**Given information:**
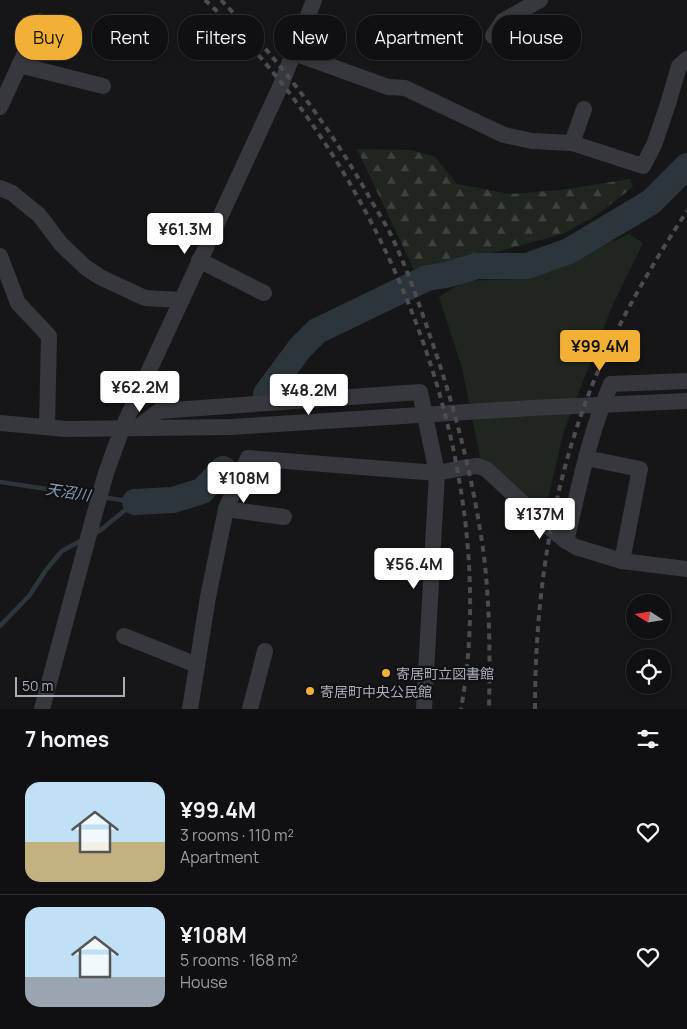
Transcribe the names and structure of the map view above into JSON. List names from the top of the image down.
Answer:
{
  "water": ["天沼川"],
  "places": ["寄居町立図書館", "寄居町中央公民館"],
  "scale_bar": "50 m",
  "north": "left",
  "page": {
    "chip": [
      "Buy",
      "Rent",
      "Filters",
      "New",
      "Apartment",
      "House"
    ],
    "price": [
      "¥61.3M",
      "¥99.4M",
      "¥62.2M",
      "¥48.2M",
      "¥108M",
      "¥137M",
      "¥56.4M"
    ],
    "scale": "50 m",
    "heading": "7 homes",
    "list": [
      {
        "name": "¥99.4M",
        "note": "3 rooms · 110 m² · Apartment"
      },
      {
        "name": "¥108M",
        "note": "5 rooms · 168 m² · House"
      }
    ]
  }
}
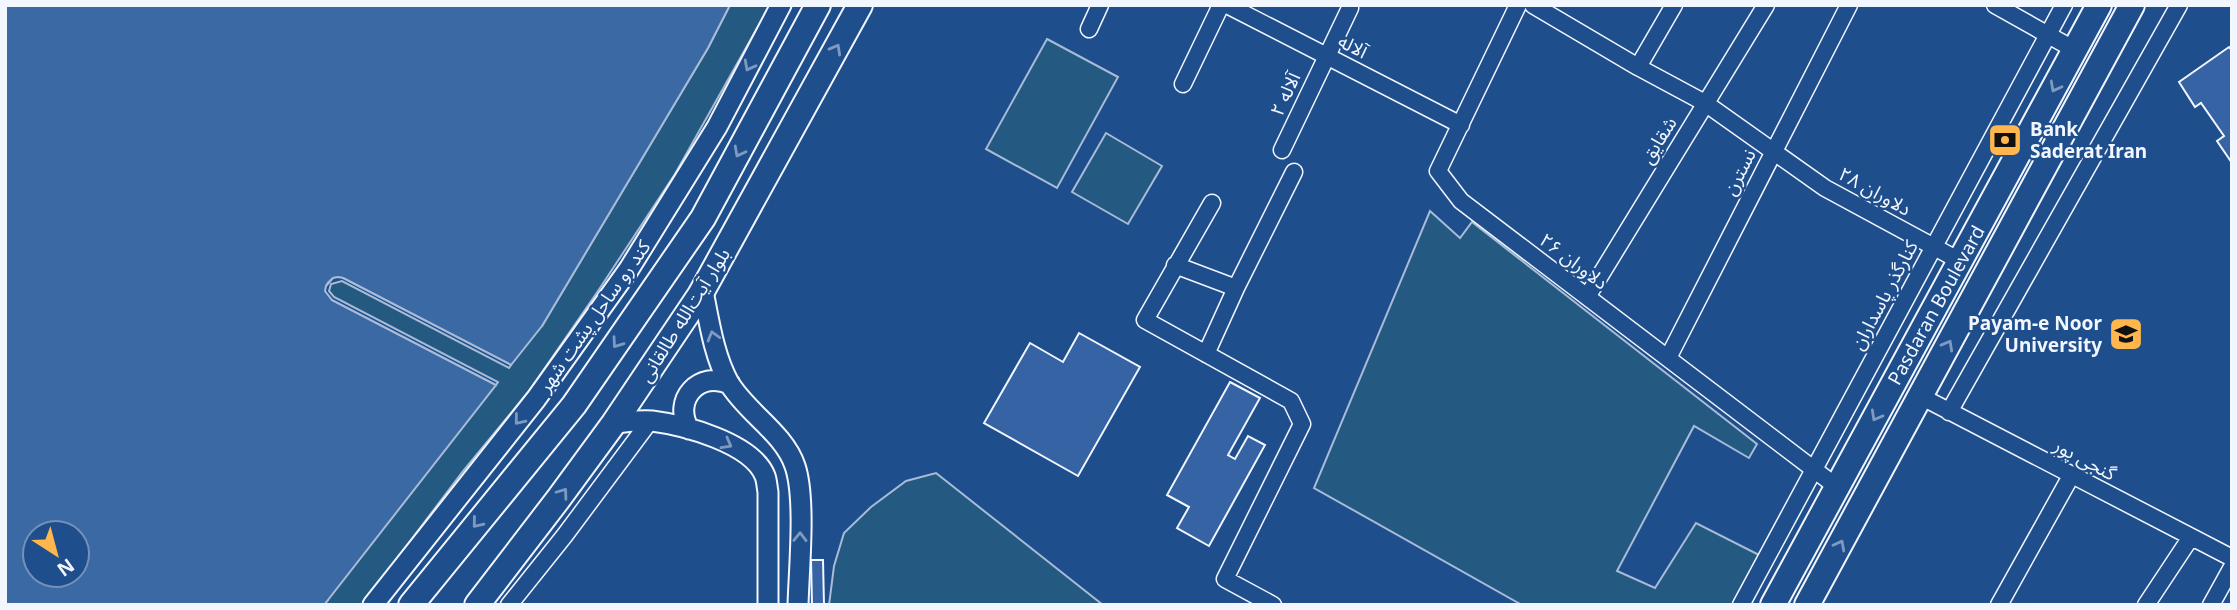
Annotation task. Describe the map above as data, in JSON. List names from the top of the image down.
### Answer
{
  "streets": {
    "main road": ["Pasdaran Boulevard", "بلوار آیت‌الله طالقانی"],
    "street": [
      "آلاله",
      "آلاله ۲",
      "شقایق",
      "نسترن",
      "دلاوران ۲۸",
      "دلاوران ۲۶",
      "کنارگذر پاسداران",
      "کند رو ساحل پشت شهر",
      "گنجی پور"
    ]
  },
  "crossings": [
    ["آلاله", "آلاله ۲"],
    ["آلاله", "دلاوران ۲۶"],
    ["شقایق", "دلاوران ۲۸"],
    ["شقایق", "دلاوران ۲۶"],
    ["نسترن", "دلاوران ۲۸"],
    ["نسترن", "دلاوران ۲۶"],
    ["دلاوران ۲۸", "کنارگذر پاسداران"],
    ["دلاوران ۲۸", "Pasdaran Boulevard"],
    ["دلاوران ۲۶", "کنارگذر پاسداران"],
    ["دلاوران ۲۶", "Pasdaran Boulevard"],
    ["Pasdaran Boulevard", "گنجی پور"]
  ],
  "places": {
    "bank": ["Bank Saderat Iran"],
    "school or university": ["Payam-e Noor University"]
  },
  "north": "bottom right"
}
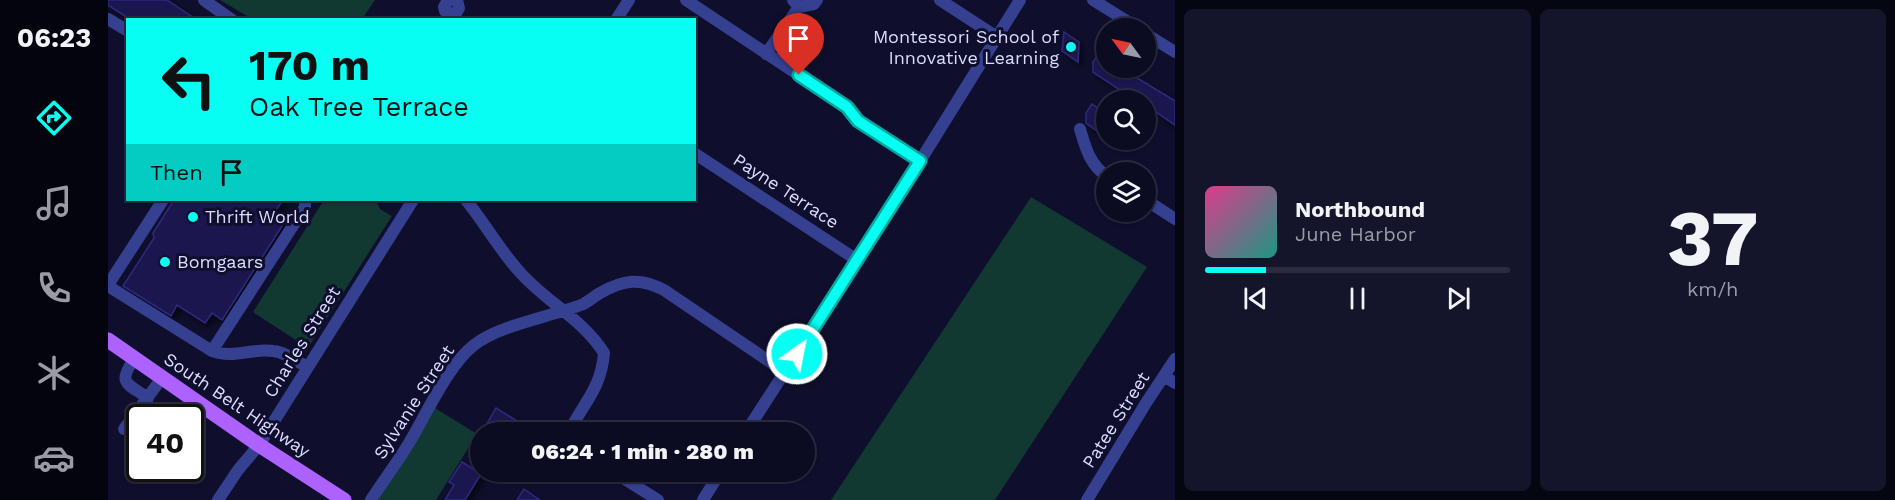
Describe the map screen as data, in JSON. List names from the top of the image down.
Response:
{
  "streets": {
    "main road": ["South Belt Highway"],
    "street": [
      "Payne Terrace",
      "Charles Street",
      "Sylvanie Street",
      "Patee Street"
    ]
  },
  "crossings": [
    ["Charles Street", "South Belt Highway"]
  ],
  "places": ["Montessori School of Innovative Learning", "Thrift World", "Bomgaars"],
  "north": "top left",
  "page": {
    "tabs": "06:23",
    "tile": ["37", "km/h"],
    "turn": ["170 m", "Oak Tree Terrace"],
    "then": "Then",
    "song": ["Northbound", "June Harbor"],
    "limit": "40",
    "trip": "06:24 · 1 min · 280 m"
  }
}
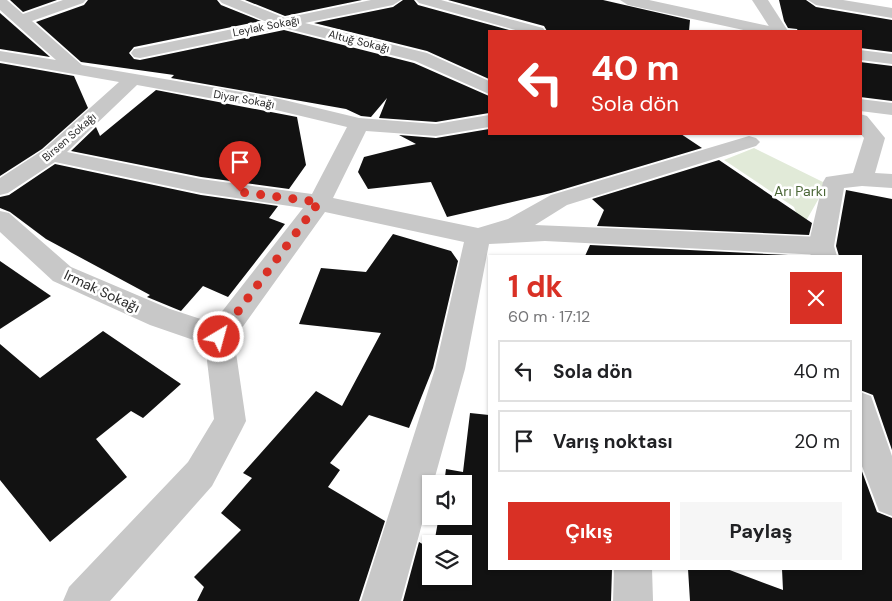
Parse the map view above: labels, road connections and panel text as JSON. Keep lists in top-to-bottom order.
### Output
{
  "streets": {
    "street": [
      "Leylak Sokağı",
      "Altuğ Sokağı",
      "Diyar Sokağı",
      "Birsen Sokağı",
      "Irmak Sokağı"
    ]
  },
  "crossings": [
    ["Leylak Sokağı", "Altuğ Sokağı"],
    ["Diyar Sokağı", "Birsen Sokağı"]
  ],
  "parks": ["Arı Parkı"],
  "page": {
    "turn": ["40 m", "Sola dön"],
    "heading": ["1 dk", "60 m · 17:12"],
    "list": [
      {
        "name": "Sola dön",
        "value": "40 m"
      },
      {
        "name": "Varış noktası",
        "value": "20 m"
      }
    ],
    "buttons": ["Çıkış", "Paylaş"]
  }
}
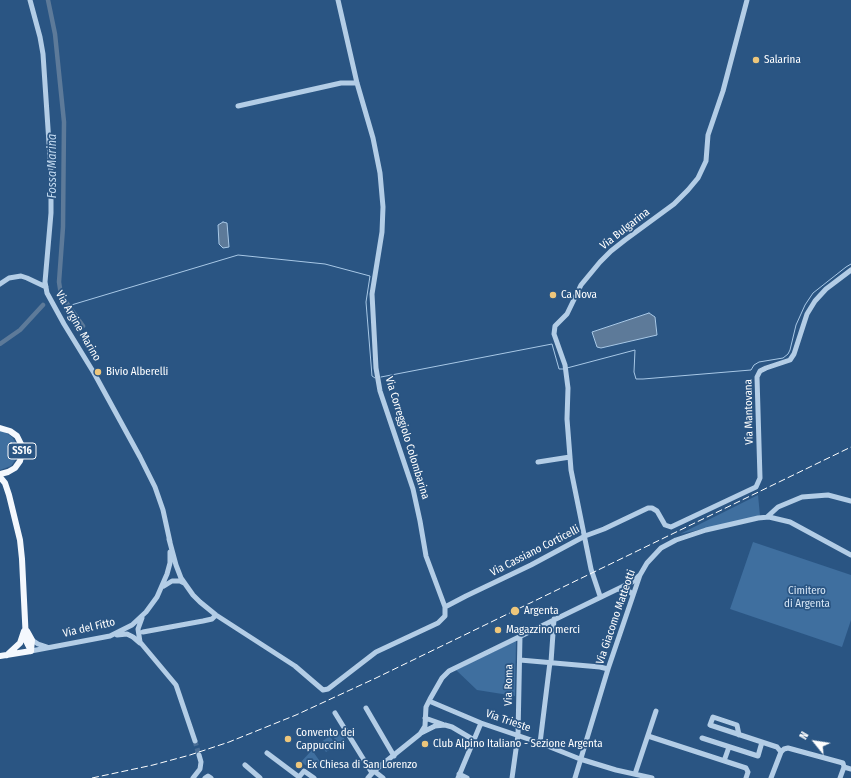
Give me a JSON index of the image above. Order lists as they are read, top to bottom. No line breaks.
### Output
{"streets":{"main road":["SS16","Via del Fitto"],"street":["Via Bulgarina","Via Argine Marino","Via Mantovana","Via Correggiolo Colombarina","Via Cassiano Corticelli","Via Giacomo Matteotti","Via Roma","Via Trieste"]},"crossings":[["Via Bulgarina","Via Cassiano Corticelli"],["Via Argine Marino","Via del Fitto"],["Via Mantovana","Via Cassiano Corticelli"],["Via Correggiolo Colombarina","Via Cassiano Corticelli"],["SS16","Via del Fitto"],["Via Giacomo Matteotti","Via Trieste"],["Via Roma","Via Trieste"]],"water":["Fossa Marina"],"parks":["Cimitero di Argenta"],"places":["Salarina","Ca Nova","Bivio Alberelli","Argenta","Magazzino merci","Convento dei Cappuccini","Club Alpino Italiano - Sezione Argenta","Ex Chiesa di San Lorenzo"],"north":"top left"}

**What you should do:** The answer must consist only of the lines from the beginning of the entries above through the line that holds "Annotation task. Describe", reproduced exactly and without pictures.

**Answer area:**
Transcribe the names and structure of the map view above into JSON. List names from the top of the image down.
Answer:
{
  "water": ["天沼川"],
  "places": ["寄居町立図書館", "寄居町中央公民館"],
  "scale_bar": "50 m",
  "north": "left",
  "page": {
    "chip": [
      "Buy",
      "Rent",
      "Filters",
      "New",
      "Apartment",
      "House"
    ],
    "price": [
      "¥61.3M",
      "¥99.4M",
      "¥62.2M",
      "¥48.2M",
      "¥108M",
      "¥137M",
      "¥56.4M"
    ],
    "scale": "50 m",
    "heading": "7 homes",
    "list": [
      {
        "name": "¥99.4M",
        "note": "3 rooms · 110 m² · Apartment"
      },
      {
        "name": "¥108M",
        "note": "5 rooms · 168 m² · House"
      }
    ]
  }
}
Annotation task. Describe the map above as data, in JSON. List names from the top of the image down.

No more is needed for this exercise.